(Stored items)
= = = = = = =

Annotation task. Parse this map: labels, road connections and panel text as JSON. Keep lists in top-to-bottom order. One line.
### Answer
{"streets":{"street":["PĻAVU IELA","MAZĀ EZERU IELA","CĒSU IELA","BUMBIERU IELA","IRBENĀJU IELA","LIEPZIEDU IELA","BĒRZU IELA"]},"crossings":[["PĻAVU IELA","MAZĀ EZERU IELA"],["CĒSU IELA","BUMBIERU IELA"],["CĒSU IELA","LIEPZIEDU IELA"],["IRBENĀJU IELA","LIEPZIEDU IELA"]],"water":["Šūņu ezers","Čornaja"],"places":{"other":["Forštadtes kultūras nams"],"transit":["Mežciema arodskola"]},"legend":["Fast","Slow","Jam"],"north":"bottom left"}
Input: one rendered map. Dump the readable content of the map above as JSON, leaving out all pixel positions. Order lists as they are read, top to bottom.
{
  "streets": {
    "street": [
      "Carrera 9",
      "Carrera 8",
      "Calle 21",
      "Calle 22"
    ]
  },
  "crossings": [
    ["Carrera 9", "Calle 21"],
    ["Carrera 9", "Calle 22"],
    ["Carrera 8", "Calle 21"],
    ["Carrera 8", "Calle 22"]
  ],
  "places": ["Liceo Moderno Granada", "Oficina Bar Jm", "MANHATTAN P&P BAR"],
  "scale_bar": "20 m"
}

= = = = = = =

TASK DIRECTIONS: Please copy the data in full, character for character.

RESPONSE TO THE TASK:
Annotation task. Parse this map: labels, road connections and panel text as JSON. Keep lists in top-to-bottom order. One line.
### Answer
{"streets":{"street":["PĻAVU IELA","MAZĀ EZERU IELA","CĒSU IELA","BUMBIERU IELA","IRBENĀJU IELA","LIEPZIEDU IELA","BĒRZU IELA"]},"crossings":[["PĻAVU IELA","MAZĀ EZERU IELA"],["CĒSU IELA","BUMBIERU IELA"],["CĒSU IELA","LIEPZIEDU IELA"],["IRBENĀJU IELA","LIEPZIEDU IELA"]],"water":["Šūņu ezers","Čornaja"],"places":{"other":["Forštadtes kultūras nams"],"transit":["Mežciema arodskola"]},"legend":["Fast","Slow","Jam"],"north":"bottom left"}
Input: one rendered map. Dump the readable content of the map above as JSON, leaving out all pixel positions. Order lists as they are read, top to bottom.
{
  "streets": {
    "street": [
      "Carrera 9",
      "Carrera 8",
      "Calle 21",
      "Calle 22"
    ]
  },
  "crossings": [
    ["Carrera 9", "Calle 21"],
    ["Carrera 9", "Calle 22"],
    ["Carrera 8", "Calle 21"],
    ["Carrera 8", "Calle 22"]
  ],
  "places": ["Liceo Moderno Granada", "Oficina Bar Jm", "MANHATTAN P&P BAR"],
  "scale_bar": "20 m"
}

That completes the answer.